You would be giving up one third of the transformers KW.

But yeah I think I could find a way to do this code compliantly even if it is a not a great way to go.

I suggest getting a 3 phase main breaker panel.


----------



## reddog552 (Oct 11, 2007)

*Single phase from 3 ph*

I have done this a couple of times,ineficent YES it will work.Usually what Ive done has only been temporary get a machine up and running and wait on the proper trany get there.


----------



## jdkars (May 20, 2011)

*update*

Aye I agree with you fully on getting a 120/208y 4 wire panel to go with the 208/120y 3P transformer. The company I am hosted by doesnt want to buy any equipment and only wants to use what they have. Sadly this does mean 1/3 power of the transformer is lost and severely limits the capability of the panel but as for now they only intend to use this for very low 208v and 120v service.


----------



## Chris Kennedy (Nov 19, 2007)

I would be inclined to check the tranny's specs to see how it would handle the unbalanced load.


----------



## kaboler (Dec 1, 2010)

Hahahaha whacky, but good to know.


----------



## AFOREMA1 (Nov 23, 2009)

But then how do you get your 240 v for double pole breakers wither the 120/208 3 phase panel hook up?


----------



## 10492 (Jan 4, 2010)

He didn't get the answers he wanted Here .

So he asked in this area.

My answer stays the same.

I like the "good news" part.


----------



## 10492 (Jan 4, 2010)

jdkars said:


> The company I am hosted by doesnt want to buy any equipment and only wants to use what they have.

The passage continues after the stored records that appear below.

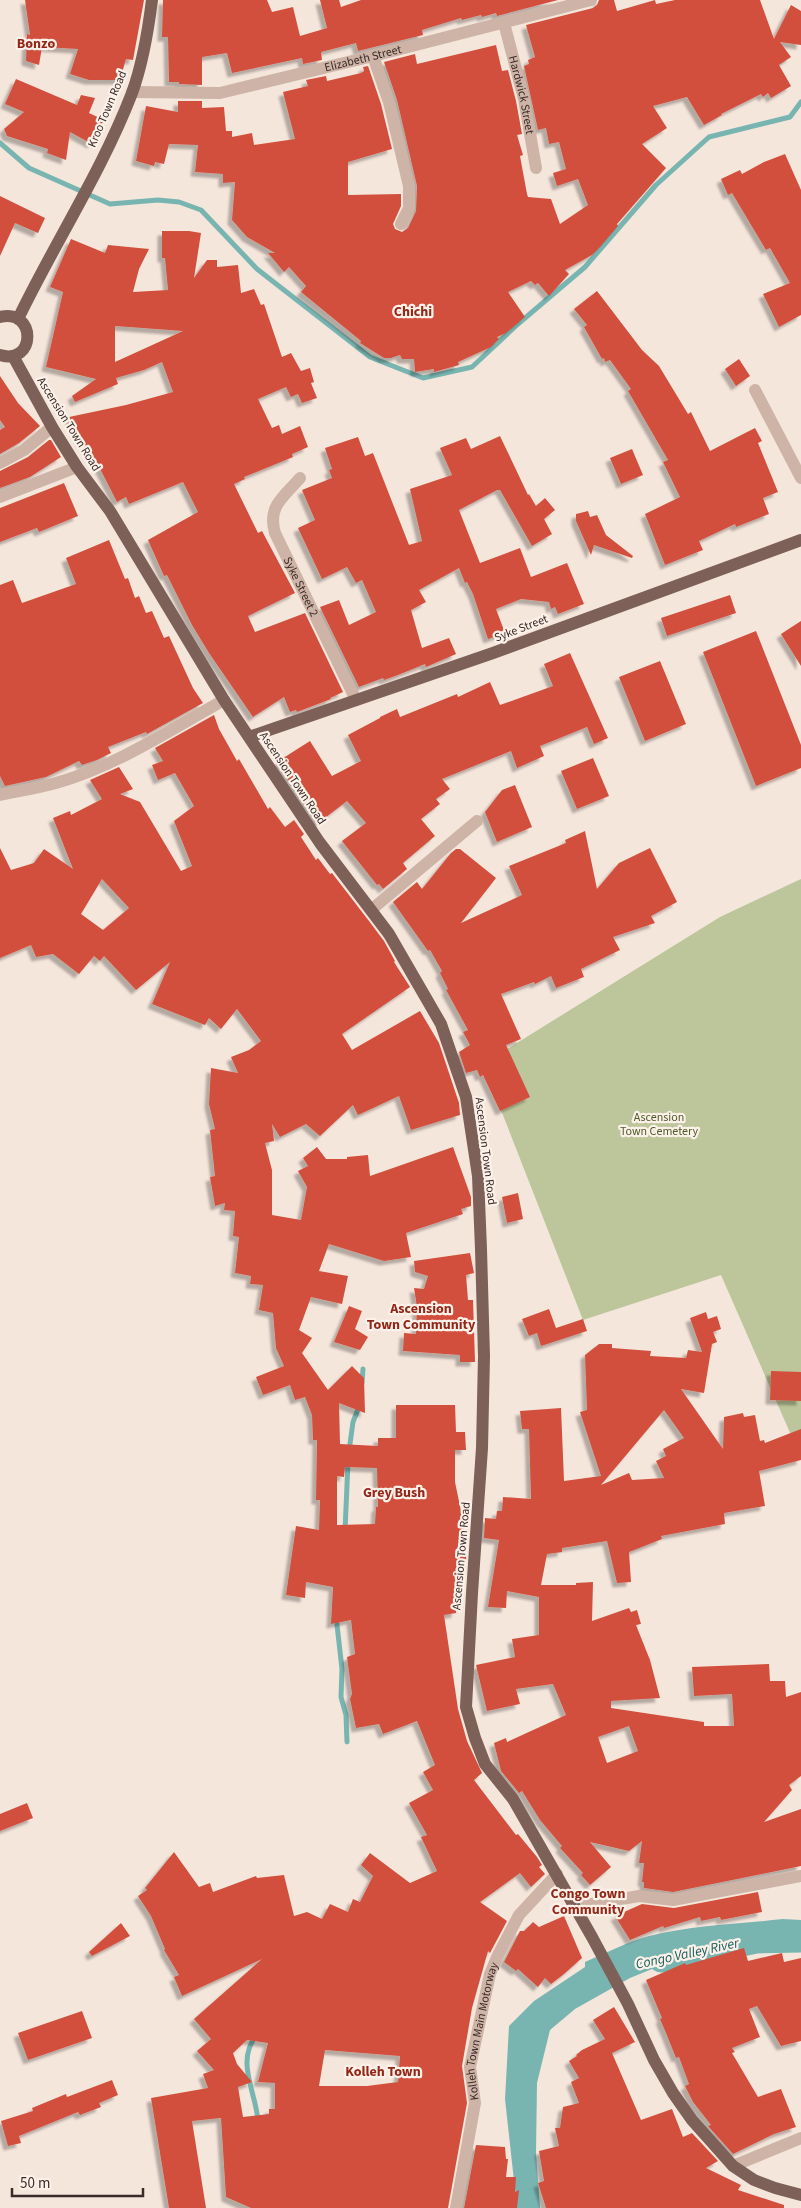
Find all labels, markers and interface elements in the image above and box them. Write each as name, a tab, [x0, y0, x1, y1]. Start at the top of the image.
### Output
district label: Bonzo	[17, 34, 55, 54]
street label: Elizabeth Street	[323, 41, 403, 76]
street label: Hardwick Street	[504, 54, 538, 136]
street label: Kroo Town Road	[84, 68, 131, 150]
district label: Chichi	[394, 302, 432, 322]
street label: Ascension Town Road	[33, 374, 105, 475]
street label: Syke Street 2	[279, 554, 322, 620]
street label: Syke Street	[492, 610, 550, 646]
street label: Ascension Town Road	[255, 729, 330, 828]
street label: Ascension Town Road	[470, 1096, 501, 1206]
park label: Ascension Town Cemetery	[620, 1109, 698, 1140]
district label: Ascension Town Community	[367, 1299, 476, 1335]
district label: Grey Bush	[363, 1483, 425, 1503]
street label: Ascension Town Road	[448, 1501, 475, 1611]
district label: Congo Town Community	[551, 1884, 625, 1920]
water label: Congo Valley River	[634, 1933, 742, 1975]
street label: Kolleh Town Main Motorway	[462, 1959, 503, 2101]
district label: Kolleh Town	[345, 2062, 421, 2082]
scale bar	[12, 2166, 144, 2198]
text: 50 m	[20, 2173, 50, 2194]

You can't make this stuff up.

And when someone gets hurt, caused by your lack of knowledge, expertise and general common sense, are you or your hosting company really gonna care?


----------



## noarcflash (Sep 14, 2011)

why would anyone care about how inefficent the trans is running ?
I would only care about how fast the meter is spinning, assuming it's the padmount trans outside the building.


----------



## joethemechanic (Sep 21, 2011)

AFOREMA1 said:


> But then how do you get your 240 v for double pole breakers wither the 120/208 3 phase panel hook up?


You don't, you get 208 V

Some loads are fine on 208, others well,,,,,,,,,,,,,


----------



## AFOREMA1 (Nov 23, 2009)

joethemechanic said:


> You don't, you get 208 V
> 
> Some loads are fine on 208, others well,,,,,,,,,,,,,


Thanks, I knew that just messing with the op.


----------



## joethemechanic (Sep 21, 2011)

You might be able to do some fine adjustment with different taps and end up with something like 139/240V . 

A big plus to that is your coffee pot makes coffee much faster :laughing:


----------



## joethemechanic (Sep 21, 2011)

Dnkldorf said:


> What is your electrical related field/trade:
> facilities maintenance supervisor
> 
> 
> Dude, call an electrician or call the fire department.



After reading the other thread I tend to agree

208V Delta with a center tap in one winding?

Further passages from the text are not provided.